Tuesday, January 6, 2009

Haven't had any work stories lately, have we?

As I pulled up my blog today, I realized that I haven't posted any work stories lately, which is the true purpose of this blog. Honestly, I don't have any recent funny ones, so I'll tell a sappy one today.

There are patients you treat who will always stay with you, even if they have passed on. For example, my denture man (see archived post). I was reminded of one of those patients today when I ran into his wife (CS is a small town...). Ok, here I go trying to be all sappy and this turns into a funny one, but I'll tell the sappy part first...

My patient, Mr. H, had Parkinson's Disease. Now, even if you're familiar with Parkinson's Disease, you may not realize what implications it has on your speech and swallowing (most importantly). In patients with Parkinson's Disease, the swallowing muscles, just like the other muscles of the body, become weak. Weakened swallowing muscles result in unsafe swallowing, in which food or liquid goes into the lungs, resulting in aspiration pneumonia. Aspiration pneumonia is deadly. Most people with Parkinson's Disease don't die from Parkinson's; they die of pneumonia. Anyway, Parkinson's Disease also weakens the respiratory muscles and impairs a person's perception of speech volume. Thus, a person with Parkinson's Disease speaks with very poor breath support and a very soft voice.
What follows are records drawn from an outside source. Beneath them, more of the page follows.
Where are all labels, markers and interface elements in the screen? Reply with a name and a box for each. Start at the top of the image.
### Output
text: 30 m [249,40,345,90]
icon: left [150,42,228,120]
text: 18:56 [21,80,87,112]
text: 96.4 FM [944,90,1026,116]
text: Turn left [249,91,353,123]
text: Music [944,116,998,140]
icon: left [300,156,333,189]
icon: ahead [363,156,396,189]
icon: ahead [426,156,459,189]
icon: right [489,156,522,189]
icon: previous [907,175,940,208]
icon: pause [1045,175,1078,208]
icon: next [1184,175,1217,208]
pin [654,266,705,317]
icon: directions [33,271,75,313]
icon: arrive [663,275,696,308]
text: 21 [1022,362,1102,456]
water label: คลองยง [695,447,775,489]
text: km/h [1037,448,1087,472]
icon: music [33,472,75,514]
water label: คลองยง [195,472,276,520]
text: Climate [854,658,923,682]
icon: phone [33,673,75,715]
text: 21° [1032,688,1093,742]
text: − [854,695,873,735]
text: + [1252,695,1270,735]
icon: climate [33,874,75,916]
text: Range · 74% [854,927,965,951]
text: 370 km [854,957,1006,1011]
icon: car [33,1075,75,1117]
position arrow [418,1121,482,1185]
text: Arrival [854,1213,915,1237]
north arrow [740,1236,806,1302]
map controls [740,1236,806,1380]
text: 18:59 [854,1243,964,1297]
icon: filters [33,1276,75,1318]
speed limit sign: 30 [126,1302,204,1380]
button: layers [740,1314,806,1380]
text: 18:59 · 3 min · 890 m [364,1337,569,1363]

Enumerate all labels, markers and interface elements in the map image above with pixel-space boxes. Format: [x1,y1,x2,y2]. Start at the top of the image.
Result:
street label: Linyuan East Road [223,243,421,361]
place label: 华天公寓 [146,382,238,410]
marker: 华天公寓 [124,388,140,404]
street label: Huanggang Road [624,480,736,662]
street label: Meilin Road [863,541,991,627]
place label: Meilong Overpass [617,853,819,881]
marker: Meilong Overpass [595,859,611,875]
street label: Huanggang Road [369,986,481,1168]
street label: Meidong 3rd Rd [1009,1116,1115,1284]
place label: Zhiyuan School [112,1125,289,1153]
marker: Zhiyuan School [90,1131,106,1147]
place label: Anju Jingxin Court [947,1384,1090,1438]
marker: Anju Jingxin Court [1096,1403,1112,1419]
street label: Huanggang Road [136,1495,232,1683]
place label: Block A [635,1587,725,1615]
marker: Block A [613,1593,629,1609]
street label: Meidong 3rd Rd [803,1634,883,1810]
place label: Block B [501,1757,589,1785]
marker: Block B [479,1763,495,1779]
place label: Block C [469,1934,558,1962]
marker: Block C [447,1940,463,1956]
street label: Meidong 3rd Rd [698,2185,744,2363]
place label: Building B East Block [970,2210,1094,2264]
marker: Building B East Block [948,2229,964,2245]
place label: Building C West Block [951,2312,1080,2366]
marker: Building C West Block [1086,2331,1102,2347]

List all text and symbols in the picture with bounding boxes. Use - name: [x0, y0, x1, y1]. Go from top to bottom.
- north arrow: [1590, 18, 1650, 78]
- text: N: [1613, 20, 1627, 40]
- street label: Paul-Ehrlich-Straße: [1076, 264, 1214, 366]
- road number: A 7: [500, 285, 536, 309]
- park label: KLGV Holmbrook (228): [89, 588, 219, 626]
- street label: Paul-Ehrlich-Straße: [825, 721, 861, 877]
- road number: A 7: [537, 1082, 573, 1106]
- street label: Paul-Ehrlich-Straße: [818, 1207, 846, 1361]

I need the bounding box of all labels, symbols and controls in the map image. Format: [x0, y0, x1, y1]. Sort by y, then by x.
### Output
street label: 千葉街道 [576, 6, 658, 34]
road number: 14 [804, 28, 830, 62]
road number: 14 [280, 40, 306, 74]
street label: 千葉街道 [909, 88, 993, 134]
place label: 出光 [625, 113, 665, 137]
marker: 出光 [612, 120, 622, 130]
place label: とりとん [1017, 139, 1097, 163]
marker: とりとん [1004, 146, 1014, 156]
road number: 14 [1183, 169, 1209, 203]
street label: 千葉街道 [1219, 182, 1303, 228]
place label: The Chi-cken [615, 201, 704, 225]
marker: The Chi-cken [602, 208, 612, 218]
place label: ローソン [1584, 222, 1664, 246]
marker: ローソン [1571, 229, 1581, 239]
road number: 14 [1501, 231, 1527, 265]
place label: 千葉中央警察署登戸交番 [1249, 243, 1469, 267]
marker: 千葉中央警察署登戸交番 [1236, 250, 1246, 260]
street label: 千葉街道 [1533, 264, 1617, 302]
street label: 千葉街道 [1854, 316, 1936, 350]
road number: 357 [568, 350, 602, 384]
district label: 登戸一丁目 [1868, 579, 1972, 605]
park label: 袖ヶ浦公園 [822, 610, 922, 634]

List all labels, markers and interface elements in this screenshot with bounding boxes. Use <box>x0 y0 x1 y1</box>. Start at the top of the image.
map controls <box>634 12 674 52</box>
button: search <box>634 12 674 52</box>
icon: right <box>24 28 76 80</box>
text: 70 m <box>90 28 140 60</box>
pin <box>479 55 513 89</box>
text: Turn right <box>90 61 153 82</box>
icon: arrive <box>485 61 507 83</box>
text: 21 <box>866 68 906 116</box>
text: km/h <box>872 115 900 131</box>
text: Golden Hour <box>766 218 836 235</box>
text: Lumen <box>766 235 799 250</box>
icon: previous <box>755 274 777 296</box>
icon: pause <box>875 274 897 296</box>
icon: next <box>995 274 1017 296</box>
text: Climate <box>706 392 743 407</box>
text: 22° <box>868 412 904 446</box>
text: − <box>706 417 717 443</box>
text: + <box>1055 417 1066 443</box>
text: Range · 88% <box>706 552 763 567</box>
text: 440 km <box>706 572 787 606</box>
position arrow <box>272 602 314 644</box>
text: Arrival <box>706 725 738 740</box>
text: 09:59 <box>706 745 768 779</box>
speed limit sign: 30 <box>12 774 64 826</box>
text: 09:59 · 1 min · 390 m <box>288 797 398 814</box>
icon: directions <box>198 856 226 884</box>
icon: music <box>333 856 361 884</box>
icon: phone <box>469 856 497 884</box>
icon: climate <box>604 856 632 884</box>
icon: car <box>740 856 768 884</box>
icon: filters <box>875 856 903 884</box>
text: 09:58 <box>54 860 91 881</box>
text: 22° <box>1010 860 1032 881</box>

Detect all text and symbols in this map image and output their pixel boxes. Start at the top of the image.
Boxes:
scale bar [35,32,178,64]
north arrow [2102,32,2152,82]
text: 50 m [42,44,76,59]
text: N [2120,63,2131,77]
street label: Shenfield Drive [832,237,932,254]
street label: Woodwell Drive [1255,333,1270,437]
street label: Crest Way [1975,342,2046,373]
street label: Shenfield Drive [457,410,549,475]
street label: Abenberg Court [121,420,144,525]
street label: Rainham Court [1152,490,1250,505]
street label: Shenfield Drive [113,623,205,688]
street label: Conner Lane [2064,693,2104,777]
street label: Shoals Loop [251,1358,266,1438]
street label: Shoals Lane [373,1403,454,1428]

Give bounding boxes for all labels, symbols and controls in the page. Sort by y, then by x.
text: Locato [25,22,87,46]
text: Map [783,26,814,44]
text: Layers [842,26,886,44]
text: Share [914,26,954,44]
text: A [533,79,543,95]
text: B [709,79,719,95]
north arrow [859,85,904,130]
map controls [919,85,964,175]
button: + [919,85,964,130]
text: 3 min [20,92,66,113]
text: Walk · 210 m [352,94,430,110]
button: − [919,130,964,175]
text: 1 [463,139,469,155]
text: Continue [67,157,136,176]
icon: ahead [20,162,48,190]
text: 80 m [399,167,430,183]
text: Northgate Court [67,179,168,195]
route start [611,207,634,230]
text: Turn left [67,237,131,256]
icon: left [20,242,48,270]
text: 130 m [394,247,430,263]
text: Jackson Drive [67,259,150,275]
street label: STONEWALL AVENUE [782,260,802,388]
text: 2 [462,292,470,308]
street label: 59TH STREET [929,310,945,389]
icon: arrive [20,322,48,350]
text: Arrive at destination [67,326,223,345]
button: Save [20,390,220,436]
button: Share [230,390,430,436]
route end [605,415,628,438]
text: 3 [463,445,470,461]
So, I was working with my patient, and his wife of nearly 60 years, trying to make him more aware of his very soft speech. The following conversation ensued:
  • Me: Mr. H, has there ever been a time where you needed to use your voice to get something and didn't get it because your voice was too soft?
  • Mr. H: Well, yes.
  • Me: Ok, can you tell me what happened?
  • Mr. H: Well, we were getting ready for a trip and I was in the bathroom reaching for something in the tub when I accidentally fell in.
  • Me: You fell into the bathtub?
  • Mr. H: Yes
  • Me: Were you hurt?
  • Mr. H: No, but I couldn't get out of the tub.
  • Me: So what did you do?
  • Mr. H: I tried to yell for my wife, but she couldn't hear me.
  • Me: So then what did you do?
  • (Side note: Mr. H was a brilliant aeronautical engineer for the Air Force)
  • Mr. H: I couldn't get out and my wife couldn't hear me, so I wedged my foot under the toilet seat (which was apparently next to the tub), lifted the toilet seat with my foot, let it go, and let the lid slam down. I did that about 10-12 times before my wife came to see what all the noise was about.
  • Me: (Trying so hard not to laugh) So, you slammed to toilet seat with your foot so your wife could hear you?
  • Mr. H: Yes
  • Me: Well, I'm glad that worked, but don't you think that since your voice is so soft you and your wife may need a personal alarm button you could wear and push in just a situation like that?
  • Mr. H: Well, I suppose that beats sticking your foot in the toilet!

Mr. H was the sweetest patient and had the most loving and caring family. He passed away a while ago, but I often see his wife working out in our gym. Whenever I run into her, I am in awe at the love she had for her husband for over sixty years and I can't help but remember that story!